During the breakout sessions, participants will look for ways for the state to move away from fossil fuels, which will reduce greenhouse gas emissions, while providing a just energy transition, especially for communities. ethnic groups who have suffered the most detrimental effects of the current system, he said.

They will also discuss how to better protect the air, land and water and diversify the energy economy – by creating family jobs – in response to climate change.
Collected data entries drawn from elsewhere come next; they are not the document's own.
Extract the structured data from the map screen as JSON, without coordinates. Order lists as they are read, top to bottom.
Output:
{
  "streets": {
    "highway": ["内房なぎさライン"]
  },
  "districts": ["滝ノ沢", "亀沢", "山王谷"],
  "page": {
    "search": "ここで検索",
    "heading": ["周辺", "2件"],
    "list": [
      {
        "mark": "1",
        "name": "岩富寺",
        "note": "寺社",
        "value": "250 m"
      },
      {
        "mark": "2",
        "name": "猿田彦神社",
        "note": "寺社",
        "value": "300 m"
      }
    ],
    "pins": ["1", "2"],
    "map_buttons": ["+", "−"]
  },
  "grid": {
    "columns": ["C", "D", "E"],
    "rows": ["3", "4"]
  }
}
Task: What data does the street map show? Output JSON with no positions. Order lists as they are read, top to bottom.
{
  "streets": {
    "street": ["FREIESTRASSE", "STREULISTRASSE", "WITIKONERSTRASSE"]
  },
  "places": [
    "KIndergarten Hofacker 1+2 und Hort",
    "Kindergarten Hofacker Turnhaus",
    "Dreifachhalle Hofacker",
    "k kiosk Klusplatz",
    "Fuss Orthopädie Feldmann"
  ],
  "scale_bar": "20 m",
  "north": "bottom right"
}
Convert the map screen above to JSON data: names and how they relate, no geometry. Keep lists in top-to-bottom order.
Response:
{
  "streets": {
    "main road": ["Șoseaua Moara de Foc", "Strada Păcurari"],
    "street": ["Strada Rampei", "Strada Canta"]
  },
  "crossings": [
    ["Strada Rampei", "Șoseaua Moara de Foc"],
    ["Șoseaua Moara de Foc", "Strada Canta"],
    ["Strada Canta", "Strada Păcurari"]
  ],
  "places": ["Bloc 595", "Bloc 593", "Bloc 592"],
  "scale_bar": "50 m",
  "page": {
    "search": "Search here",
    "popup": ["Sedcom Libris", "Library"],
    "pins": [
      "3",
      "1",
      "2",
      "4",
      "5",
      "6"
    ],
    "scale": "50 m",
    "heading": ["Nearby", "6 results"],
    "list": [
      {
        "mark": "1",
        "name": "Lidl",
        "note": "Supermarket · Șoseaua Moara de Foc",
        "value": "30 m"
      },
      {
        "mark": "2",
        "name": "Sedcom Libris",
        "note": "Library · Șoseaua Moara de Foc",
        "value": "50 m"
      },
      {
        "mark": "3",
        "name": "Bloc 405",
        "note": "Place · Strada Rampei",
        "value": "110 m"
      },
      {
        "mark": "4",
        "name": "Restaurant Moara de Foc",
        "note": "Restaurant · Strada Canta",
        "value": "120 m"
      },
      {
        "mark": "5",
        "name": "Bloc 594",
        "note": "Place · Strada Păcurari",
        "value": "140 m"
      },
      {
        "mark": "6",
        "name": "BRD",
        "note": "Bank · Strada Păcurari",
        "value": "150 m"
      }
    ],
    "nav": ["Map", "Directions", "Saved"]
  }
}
Egolf’s office partnered with a range of organizations for this event, such as New Mexico Wild, Somos Un Pueblo Unido, Sierra Club’s Rio Grande Chapter, Natural Resources Defense Council, OLÉ, Center for Civic Policy , Western Resource Advocates, the Environmental Defense Fund, Conservation Voters New Mexico, Power4NewMexico, the Angelica Foundation and the Energy Foundation.

Speakers will include the Governor, Tribal Chiefs, Maite Arce of the Hispanic Access Foundation, Andrew Baumann of the Global Strategy Group, and professors from the University of New Mexico and Georgetown University.

Joey Keefe, a spokesperson for New Mexico Wild, said a big part of tackling climate change will be finding finance, both by tapping into existing sources and creating new ones.

Former lawmakers may not have made climate change a priority, but there is hope that the current governor and legislature will be open to suggestions from climate advocates, including how to pay for them. programs, he said.

It is also essential to provide political leaders with clear, science-based policy recommendations to give them a starting point, Keefe said.

“The groups that work on these issues on a daily basis can provide some sort of advice on how to take these big general ideas on tackling climate change and implement them into real policy solutions,” he added. .

Egolf said the climate crisis cannot be underestimated.

“It is the most urgent and pressing problem ever faced by mankind,” said Egolf. “We must demand actions at the international and federal levels. But we cannot wait for them to do everything. And we cannot ignore the opportunities for us to contribute here.”